Jakarta, – (MIK-190) Keluarga mantan Wakil Gubernur Banten, Rano Karno, disebut-sebut kecipratan uang proyek Alkes Banten sebesar Rp150 juta Kasus dugaan korupsi PT Balipacific Pragama, dengan terdakwa Tubagus Chaeri Wardana alias Wawan terus bergulir di Pengadilan Tipikor.

Saksi Dadang Prijatna mengataka hal tersebut saat bersaksi dalam sidang perkara dugaan korupsi dan pencucian uang dengan terdakwa mantan bosnya, pemilik PT Balipacific Pragama, Tubagus Chaeri Wardana alias Wawan, di Pengadilan Tipikor Jakarta, Kamis (30/1) malam.

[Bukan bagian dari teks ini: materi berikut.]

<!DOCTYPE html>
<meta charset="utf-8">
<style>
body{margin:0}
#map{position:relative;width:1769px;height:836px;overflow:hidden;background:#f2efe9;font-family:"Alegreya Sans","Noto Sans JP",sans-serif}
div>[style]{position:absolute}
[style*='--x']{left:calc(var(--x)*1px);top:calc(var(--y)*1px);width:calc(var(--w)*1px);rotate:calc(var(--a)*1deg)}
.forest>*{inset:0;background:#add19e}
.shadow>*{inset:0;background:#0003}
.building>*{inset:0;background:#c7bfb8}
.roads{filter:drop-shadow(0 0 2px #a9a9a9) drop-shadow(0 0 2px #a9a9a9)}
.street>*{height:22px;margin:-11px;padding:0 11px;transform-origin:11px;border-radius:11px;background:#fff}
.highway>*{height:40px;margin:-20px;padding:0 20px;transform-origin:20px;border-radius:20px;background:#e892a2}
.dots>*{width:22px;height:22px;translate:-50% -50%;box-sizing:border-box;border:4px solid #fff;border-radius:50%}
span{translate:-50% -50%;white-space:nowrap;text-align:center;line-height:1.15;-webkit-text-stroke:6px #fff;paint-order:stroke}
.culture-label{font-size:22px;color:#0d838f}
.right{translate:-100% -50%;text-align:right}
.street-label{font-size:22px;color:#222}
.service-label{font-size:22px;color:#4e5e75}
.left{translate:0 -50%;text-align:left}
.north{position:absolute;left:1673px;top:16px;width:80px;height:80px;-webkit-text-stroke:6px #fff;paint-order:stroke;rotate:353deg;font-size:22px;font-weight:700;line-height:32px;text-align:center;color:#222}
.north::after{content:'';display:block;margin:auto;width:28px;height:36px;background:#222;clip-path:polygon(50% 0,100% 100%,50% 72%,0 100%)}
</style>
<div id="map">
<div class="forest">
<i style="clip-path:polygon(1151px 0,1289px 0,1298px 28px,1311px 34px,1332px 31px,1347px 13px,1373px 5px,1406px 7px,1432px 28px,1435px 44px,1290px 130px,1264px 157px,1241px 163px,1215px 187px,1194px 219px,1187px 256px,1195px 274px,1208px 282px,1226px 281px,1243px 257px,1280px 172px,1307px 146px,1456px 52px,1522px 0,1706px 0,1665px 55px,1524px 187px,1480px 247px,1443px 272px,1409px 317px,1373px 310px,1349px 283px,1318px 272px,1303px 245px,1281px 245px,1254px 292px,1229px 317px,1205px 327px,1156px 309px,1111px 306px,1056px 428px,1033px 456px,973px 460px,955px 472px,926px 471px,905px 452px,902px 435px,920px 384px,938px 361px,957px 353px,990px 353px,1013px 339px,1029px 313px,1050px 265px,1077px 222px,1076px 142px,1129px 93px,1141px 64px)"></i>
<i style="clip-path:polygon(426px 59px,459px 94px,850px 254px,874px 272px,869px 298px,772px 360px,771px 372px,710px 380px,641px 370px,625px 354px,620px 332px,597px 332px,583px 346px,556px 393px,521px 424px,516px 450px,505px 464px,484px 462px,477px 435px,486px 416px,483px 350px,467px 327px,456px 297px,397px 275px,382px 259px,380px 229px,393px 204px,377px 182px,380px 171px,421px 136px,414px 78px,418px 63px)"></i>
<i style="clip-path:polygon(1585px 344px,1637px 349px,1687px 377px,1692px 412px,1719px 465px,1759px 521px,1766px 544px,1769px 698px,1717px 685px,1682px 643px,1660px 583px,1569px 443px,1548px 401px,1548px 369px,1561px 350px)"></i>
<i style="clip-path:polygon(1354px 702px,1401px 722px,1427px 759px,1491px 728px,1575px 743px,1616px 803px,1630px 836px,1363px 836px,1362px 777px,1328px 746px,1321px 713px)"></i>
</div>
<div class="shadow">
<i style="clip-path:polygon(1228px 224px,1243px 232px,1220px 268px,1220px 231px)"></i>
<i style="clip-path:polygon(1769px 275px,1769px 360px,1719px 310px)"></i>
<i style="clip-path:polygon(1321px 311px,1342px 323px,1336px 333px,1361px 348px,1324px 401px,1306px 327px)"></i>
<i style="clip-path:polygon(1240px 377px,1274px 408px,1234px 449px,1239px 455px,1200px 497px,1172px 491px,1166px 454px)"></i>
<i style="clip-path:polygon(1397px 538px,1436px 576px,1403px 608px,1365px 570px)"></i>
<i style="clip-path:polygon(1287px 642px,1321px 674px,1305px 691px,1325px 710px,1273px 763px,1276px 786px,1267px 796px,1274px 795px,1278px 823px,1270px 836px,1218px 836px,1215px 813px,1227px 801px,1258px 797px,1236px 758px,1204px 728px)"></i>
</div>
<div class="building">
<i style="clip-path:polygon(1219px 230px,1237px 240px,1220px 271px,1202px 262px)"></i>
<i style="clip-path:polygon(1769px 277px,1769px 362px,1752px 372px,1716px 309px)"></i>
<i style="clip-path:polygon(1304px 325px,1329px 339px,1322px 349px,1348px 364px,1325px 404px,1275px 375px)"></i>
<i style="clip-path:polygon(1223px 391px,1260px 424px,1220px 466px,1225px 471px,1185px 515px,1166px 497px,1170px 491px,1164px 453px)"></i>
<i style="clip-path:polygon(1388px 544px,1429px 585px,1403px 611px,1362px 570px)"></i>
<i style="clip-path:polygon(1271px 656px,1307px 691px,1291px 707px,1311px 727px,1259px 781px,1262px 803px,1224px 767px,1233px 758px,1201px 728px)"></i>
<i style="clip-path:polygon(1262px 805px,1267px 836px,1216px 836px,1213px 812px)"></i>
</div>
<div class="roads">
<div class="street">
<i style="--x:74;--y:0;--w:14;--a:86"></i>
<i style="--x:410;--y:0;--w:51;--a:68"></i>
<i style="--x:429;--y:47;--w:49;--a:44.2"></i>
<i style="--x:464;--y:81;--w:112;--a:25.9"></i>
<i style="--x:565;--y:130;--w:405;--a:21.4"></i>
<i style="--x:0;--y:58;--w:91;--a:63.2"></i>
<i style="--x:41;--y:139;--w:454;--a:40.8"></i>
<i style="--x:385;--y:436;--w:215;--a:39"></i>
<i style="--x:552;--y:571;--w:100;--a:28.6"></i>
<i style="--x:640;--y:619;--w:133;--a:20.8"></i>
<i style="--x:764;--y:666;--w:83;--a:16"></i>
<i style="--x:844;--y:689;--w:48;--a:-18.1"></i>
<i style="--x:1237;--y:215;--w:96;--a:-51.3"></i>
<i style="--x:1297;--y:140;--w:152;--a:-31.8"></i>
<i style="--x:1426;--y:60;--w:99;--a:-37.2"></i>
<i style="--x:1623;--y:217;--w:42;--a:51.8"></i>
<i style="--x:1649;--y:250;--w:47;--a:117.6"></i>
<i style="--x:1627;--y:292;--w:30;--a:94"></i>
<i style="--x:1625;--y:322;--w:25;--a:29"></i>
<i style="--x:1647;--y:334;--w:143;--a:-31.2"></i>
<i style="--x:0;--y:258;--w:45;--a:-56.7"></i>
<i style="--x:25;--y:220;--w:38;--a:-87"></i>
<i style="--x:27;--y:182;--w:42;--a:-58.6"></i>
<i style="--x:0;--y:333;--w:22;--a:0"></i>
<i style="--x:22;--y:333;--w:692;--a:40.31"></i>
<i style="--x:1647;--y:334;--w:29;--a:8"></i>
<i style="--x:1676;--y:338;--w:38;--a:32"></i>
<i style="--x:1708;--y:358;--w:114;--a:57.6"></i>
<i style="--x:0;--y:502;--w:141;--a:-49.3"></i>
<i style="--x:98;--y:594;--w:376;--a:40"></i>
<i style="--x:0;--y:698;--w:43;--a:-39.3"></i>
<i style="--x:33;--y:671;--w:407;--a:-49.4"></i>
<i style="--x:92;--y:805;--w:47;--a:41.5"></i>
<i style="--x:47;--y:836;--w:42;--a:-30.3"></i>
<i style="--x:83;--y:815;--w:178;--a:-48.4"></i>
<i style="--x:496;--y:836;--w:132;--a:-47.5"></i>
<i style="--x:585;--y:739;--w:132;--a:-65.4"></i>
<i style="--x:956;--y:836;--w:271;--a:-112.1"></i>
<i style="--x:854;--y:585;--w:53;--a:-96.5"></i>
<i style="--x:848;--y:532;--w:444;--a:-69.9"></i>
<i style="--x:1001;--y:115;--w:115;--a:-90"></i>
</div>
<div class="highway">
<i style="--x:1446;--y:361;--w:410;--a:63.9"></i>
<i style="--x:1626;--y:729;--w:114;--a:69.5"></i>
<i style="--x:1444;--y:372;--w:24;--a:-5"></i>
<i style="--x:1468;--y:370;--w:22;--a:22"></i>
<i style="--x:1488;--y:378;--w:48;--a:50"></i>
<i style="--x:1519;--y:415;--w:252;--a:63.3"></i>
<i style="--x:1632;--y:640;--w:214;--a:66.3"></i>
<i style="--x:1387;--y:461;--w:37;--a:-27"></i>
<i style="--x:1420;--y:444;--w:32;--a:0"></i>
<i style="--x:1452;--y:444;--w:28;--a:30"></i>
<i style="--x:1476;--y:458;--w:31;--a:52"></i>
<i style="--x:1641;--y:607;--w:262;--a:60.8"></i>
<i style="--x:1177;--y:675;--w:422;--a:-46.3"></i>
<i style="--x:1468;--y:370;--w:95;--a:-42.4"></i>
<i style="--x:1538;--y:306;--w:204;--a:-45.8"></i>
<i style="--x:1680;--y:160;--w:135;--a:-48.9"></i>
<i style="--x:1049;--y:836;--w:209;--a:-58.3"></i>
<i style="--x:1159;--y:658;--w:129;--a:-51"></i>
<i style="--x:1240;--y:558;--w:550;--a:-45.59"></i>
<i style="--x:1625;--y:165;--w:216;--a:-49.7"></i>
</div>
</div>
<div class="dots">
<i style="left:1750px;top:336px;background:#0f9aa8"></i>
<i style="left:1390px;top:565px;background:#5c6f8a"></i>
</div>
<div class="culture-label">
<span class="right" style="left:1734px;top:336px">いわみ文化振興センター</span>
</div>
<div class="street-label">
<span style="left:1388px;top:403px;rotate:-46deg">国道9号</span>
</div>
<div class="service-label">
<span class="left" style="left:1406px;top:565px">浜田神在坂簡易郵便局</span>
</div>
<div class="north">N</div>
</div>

“Dari Jaja (Kepala Dinas Kesehatan Banten Jaja Budi) untuk, Dewi Indriati, istri Rano Karno via pak Yudi pada tanggal 6 Maret 2013 sebesar Rp 150 juta? Betul itu?” cecar jaksa KPK dalam persidangan. “Betul,” jawab Dadang Dadang juga mengakui ada pemberian uang Rp150 juta untuk Rano Karno yang terjadi pada 30 November 2012. Pemberian uang tersebut diberi kode A2. Dadang membenarkan kode A2 adalah Rano Karno.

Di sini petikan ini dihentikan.